THE DATA →

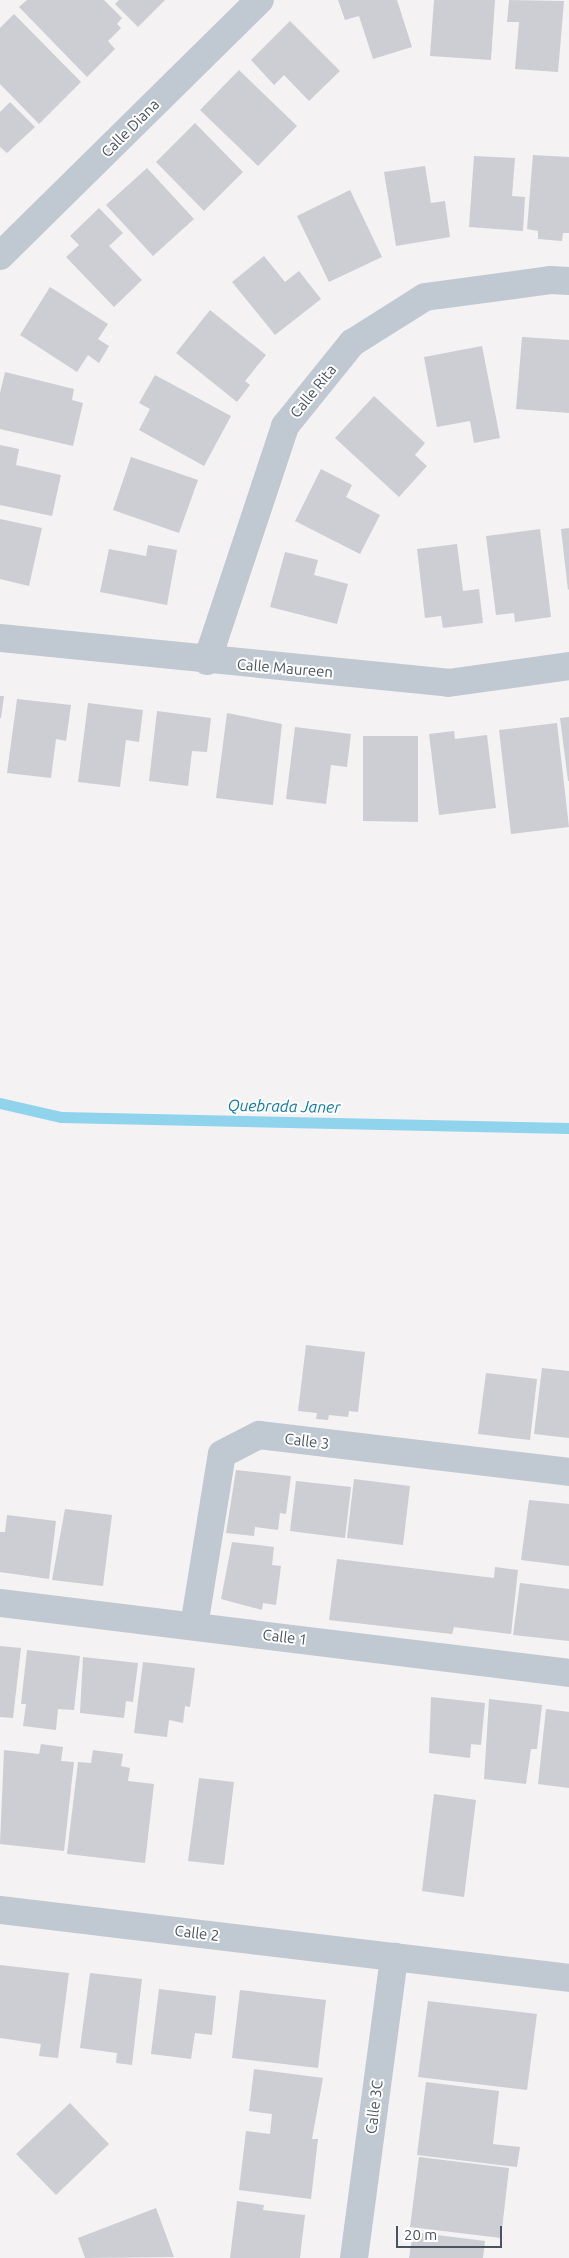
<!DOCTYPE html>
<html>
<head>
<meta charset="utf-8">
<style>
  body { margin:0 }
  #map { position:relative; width:569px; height:2258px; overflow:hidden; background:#f4f2f2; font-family:Ubuntu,sans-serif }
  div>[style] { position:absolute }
  .stream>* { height:11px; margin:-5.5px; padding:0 5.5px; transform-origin:5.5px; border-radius:5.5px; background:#90d3ed }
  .building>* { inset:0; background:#ccced4 }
  .street>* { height:28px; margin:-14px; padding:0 14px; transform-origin:14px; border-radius:14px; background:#c0c8d1 }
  span { translate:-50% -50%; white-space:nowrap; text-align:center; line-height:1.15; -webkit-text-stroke:4px #fff; paint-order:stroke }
  .street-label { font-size:15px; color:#4a5460 }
  .water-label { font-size:16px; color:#0d7ca7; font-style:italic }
  .scale { position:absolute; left:396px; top:2226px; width:106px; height:22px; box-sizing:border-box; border:2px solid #4a5460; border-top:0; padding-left:6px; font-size:15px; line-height:18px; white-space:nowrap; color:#4a5460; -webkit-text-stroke:4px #fff; paint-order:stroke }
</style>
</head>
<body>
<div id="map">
  <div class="stream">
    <div style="left:0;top:1103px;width:63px;rotate:12.9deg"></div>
    <div style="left:61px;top:1117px;width:508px;rotate:1.24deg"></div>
  </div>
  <div class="building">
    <div style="clip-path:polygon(27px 0,104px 0,122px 18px,117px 24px,121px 28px,108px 41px,115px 49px,87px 77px,19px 7px)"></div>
    <div style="clip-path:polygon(119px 0,165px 0,138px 27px,115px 4px)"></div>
    <div style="clip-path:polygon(338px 0,397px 0,412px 47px,373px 59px,359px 16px,345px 20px)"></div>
    <div style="clip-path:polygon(434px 0,495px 0,491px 60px,430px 56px)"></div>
    <div style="clip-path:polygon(509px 0,564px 1px,558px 72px,515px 69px,519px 22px,507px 22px)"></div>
    <div style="clip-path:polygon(14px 14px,81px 82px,39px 124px,0 84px,0 28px)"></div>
    <div style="clip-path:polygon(290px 21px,340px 71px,309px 101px,284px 75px,274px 85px,251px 60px)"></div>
    <div style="clip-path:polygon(239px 70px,297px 126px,258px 166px,200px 110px)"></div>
    <div style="clip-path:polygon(10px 102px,35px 127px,7px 153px,0 147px,0 112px)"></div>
    <div style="clip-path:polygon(195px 123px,243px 172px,204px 211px,156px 162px)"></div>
    <div style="clip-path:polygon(533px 155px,569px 157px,569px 233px,563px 233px,562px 241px,538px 239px,538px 231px,527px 229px)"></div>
    <div style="clip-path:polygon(474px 156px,515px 158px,512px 196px,525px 197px,523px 231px,469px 227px)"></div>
    <div style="clip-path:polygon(425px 166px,431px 203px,445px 201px,450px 237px,396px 246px,384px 172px)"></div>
    <div style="clip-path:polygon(147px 168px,194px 219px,153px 256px,106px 205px)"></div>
    <div style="clip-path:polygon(350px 190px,382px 257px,329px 282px,297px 216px)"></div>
    <div style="clip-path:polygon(99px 208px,123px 233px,109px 246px,142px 280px,114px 307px,66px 257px,79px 245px,70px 236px)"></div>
    <div style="clip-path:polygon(264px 256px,285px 282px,299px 271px,321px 299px,275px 335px,232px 282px)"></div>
    <div style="clip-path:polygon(50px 287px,108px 324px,98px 339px,109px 346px,99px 363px,88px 355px,77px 372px,20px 335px)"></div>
    <div style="clip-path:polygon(210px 310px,266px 355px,245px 381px,250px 385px,237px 402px,176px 353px)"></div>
    <div style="clip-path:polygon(522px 337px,569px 340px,569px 413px,516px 409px)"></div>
    <div style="clip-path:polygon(482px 346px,500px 438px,474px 443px,470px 421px,437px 427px,424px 357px)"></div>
    <div style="clip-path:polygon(5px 372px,74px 389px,72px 400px,83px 403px,73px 446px,0 429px,0 393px)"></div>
    <div style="clip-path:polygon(155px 375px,231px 416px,204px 466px,139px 430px,150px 409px,139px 403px)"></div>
    <div style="clip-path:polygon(374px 396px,425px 443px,415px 455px,427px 466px,399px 497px,335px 438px)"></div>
    <div style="clip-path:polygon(0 445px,19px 449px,16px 465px,61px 475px,52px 516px,0 505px)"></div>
    <div style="clip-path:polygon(131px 457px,198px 480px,179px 533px,113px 510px)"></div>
    <div style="clip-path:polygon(321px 469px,352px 485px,346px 497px,380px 515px,360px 554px,295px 521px)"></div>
    <div style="clip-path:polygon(0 519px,42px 528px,29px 586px,0 579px)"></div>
    <div style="clip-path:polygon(569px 528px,569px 589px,568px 590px,561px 529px)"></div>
    <div style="clip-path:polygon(540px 529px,551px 617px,515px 622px,514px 613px,496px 615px,486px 536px)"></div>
    <div style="clip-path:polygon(457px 544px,463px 591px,479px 589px,483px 623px,443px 628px,441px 616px,425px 618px,417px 549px)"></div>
    <div style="clip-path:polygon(148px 545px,177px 550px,167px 605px,100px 592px,109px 549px,146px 556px)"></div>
    <div style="clip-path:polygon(285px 552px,318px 560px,314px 575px,348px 584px,337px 624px,270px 607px)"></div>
    <div style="clip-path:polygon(0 696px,4px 696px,1px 718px,0 718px)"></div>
    <div style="clip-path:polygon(17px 699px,71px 705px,66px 741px,56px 739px,51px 778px,7px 773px)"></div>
    <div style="clip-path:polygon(88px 703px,143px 710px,139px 742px,126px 740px,120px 787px,78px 782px)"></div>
    <div style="clip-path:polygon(157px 711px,211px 718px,207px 752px,192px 751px,188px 786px,149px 781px)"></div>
    <div style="clip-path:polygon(227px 713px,282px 724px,273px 805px,216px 798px)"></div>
    <div style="clip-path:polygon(569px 717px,569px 781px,568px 781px,560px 718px)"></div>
    <div style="clip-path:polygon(557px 723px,569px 827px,511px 834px,499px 730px)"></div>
    <div style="clip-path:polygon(295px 727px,351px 734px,347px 767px,331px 765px,326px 804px,286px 799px)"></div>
    <div style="clip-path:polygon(454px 731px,455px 739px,487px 735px,496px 808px,439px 815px,429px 734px)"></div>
    <div style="clip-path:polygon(363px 736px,418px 736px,418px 822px,363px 821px)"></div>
    <div style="clip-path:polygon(306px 1345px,365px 1352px,358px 1412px,349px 1411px,348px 1417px,329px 1415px,328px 1420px,316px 1419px,317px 1413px,298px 1411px)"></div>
    <div style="clip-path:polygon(542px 1368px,569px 1371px,569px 1438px,534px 1434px)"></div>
    <div style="clip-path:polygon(486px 1373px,537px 1379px,530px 1440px,478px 1434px)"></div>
    <div style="clip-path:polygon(236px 1470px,291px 1476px,286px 1514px,280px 1513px,278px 1530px,255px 1527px,254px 1536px,226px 1533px)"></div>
    <div style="clip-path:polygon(354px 1479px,410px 1486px,403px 1545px,347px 1538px)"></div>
    <div style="clip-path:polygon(296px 1481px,351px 1487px,345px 1538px,290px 1531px)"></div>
    <div style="clip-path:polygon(529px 1500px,569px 1504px,569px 1566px,521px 1560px)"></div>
    <div style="clip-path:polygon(65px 1509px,112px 1515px,103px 1586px,52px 1580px)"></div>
    <div style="clip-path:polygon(7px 1515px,56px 1521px,49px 1579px,0 1572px,0 1532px,5px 1532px)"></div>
    <div style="clip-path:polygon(232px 1542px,274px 1547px,272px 1565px,281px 1566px,276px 1605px,263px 1603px,262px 1610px,221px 1599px)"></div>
    <div style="clip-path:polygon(337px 1559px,494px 1578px,495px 1567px,518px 1570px,511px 1634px,454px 1627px,452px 1634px,329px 1620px)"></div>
    <div style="clip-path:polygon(520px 1583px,569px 1589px,569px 1641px,513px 1635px)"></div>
    <div style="clip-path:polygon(0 1646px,21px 1648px,13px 1718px,0 1717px)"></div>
    <div style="clip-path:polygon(27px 1650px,80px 1656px,74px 1710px,58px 1709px,56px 1730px,23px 1726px,26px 1704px,21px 1704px)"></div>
    <div style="clip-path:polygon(83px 1657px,138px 1663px,133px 1702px,126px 1701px,124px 1718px,80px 1713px)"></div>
    <div style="clip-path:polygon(143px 1662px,195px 1668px,190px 1707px,185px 1706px,183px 1723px,169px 1720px,167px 1737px,134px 1733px)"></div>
    <div style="clip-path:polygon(431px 1697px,485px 1703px,481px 1745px,471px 1744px,470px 1758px,429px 1753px)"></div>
    <div style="clip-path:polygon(489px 1699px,542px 1705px,537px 1749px,531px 1749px,526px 1784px,484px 1779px)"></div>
    <div style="clip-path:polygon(546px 1709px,569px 1712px,569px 1788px,538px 1784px)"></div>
    <div style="clip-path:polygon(41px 1744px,63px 1747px,61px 1761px,74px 1762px,64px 1851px,0 1844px,4px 1750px,39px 1754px)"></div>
    <div style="clip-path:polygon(93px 1750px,123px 1754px,121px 1766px,130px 1768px,128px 1781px,154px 1784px,145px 1863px,67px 1854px,78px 1762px,91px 1763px)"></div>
    <div style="clip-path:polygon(199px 1778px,234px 1782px,224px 1865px,188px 1861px)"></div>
    <div style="clip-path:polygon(434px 1794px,476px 1800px,464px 1897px,422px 1891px)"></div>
    <div style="clip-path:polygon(0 1965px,69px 1973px,58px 2058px,39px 2056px,41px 2044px,0 2038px)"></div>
    <div style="clip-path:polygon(90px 1973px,142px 1979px,132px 2065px,116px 2063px,117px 2053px,80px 2048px)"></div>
    <div style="clip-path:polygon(159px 1989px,216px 1996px,212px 2035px,195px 2033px,191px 2059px,151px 2054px)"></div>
    <div style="clip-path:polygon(240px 1990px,326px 2000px,318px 2068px,232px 2058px)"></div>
    <div style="clip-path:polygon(428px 2001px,537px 2014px,527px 2090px,418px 2077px)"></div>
    <div style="clip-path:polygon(254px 2069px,323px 2078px,312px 2139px,318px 2139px,311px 2199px,239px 2190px,246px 2131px,270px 2134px,272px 2114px,249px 2111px)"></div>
    <div style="clip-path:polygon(426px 2082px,499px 2091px,493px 2144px,520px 2147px,517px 2167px,417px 2155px)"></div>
    <div style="clip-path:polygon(70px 2103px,109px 2144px,56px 2195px,16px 2154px)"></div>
    <div style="clip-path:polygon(419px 2157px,509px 2168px,501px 2238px,410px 2227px)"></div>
    <div style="clip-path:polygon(237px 2201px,264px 2205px,263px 2210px,305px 2215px,300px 2258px,230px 2258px)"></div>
    <div style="clip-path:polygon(156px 2208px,174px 2257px,85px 2258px,78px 2238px)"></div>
    <div style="clip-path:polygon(413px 2232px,485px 2241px,483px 2258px,409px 2258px)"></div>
  </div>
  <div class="street">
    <div style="left:0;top:256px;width:365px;rotate:-44.6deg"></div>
    <div style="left:0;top:638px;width:450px;rotate:5.7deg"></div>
    <div style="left:448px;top:683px;width:122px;rotate:-8deg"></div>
    <div style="left:207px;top:661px;width:248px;rotate:-71.6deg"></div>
    <div style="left:285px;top:426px;width:107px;rotate:-51.1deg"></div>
    <div style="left:352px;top:343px;width:86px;rotate:-32.2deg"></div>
    <div style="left:425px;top:297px;width:126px;rotate:-7.7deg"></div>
    <div style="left:550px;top:280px;width:19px;rotate:3deg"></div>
    <div style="left:0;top:1603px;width:573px;rotate:7.01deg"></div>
    <div style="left:194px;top:1626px;width:174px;rotate:-80.8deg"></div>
    <div style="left:222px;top:1454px;width:42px;rotate:-27.2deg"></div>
    <div style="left:259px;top:1435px;width:312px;rotate:6.8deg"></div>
    <div style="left:0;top:1910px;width:573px;rotate:6.81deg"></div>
    <div style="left:354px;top:2258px;width:304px;rotate:-82.4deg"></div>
  </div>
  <div class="street-label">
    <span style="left:130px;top:128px;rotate:-45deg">Calle Diana</span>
    <span style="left:313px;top:391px;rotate:-51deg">Calle Rita</span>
    <span style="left:285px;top:668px;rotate:5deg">Calle Maureen</span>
    <span style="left:307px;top:1441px;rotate:7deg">Calle 3</span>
    <span style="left:285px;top:1637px;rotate:7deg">Calle 1</span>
    <span style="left:197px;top:1933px;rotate:7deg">Calle 2</span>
    <span style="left:374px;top:2107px;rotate:-83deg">Calle 3C</span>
  </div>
  <div class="water-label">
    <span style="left:284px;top:1106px;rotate:1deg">Quebrada Janer</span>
  </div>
  <div class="scale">20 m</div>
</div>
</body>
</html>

WHAT TO WORK ON → Begin at the first line of the listing and print each line exactly. Stop after the line containing "height:11px; margin:-5.5px; padding:0", and omit all pictures.

RESULT OF THE EXERCISE →
<!DOCTYPE html>
<html>
<head>
<meta charset="utf-8">
<style>
  body { margin:0 }
  #map { position:relative; width:569px; height:2258px; overflow:hidden; background:#f4f2f2; font-family:Ubuntu,sans-serif }
  div>[style] { position:absolute }
  .stream>* { height:11px; margin:-5.5px; padding:0 5.5px; transform-origin:5.5px; border-radius:5.5px; background:#90d3ed }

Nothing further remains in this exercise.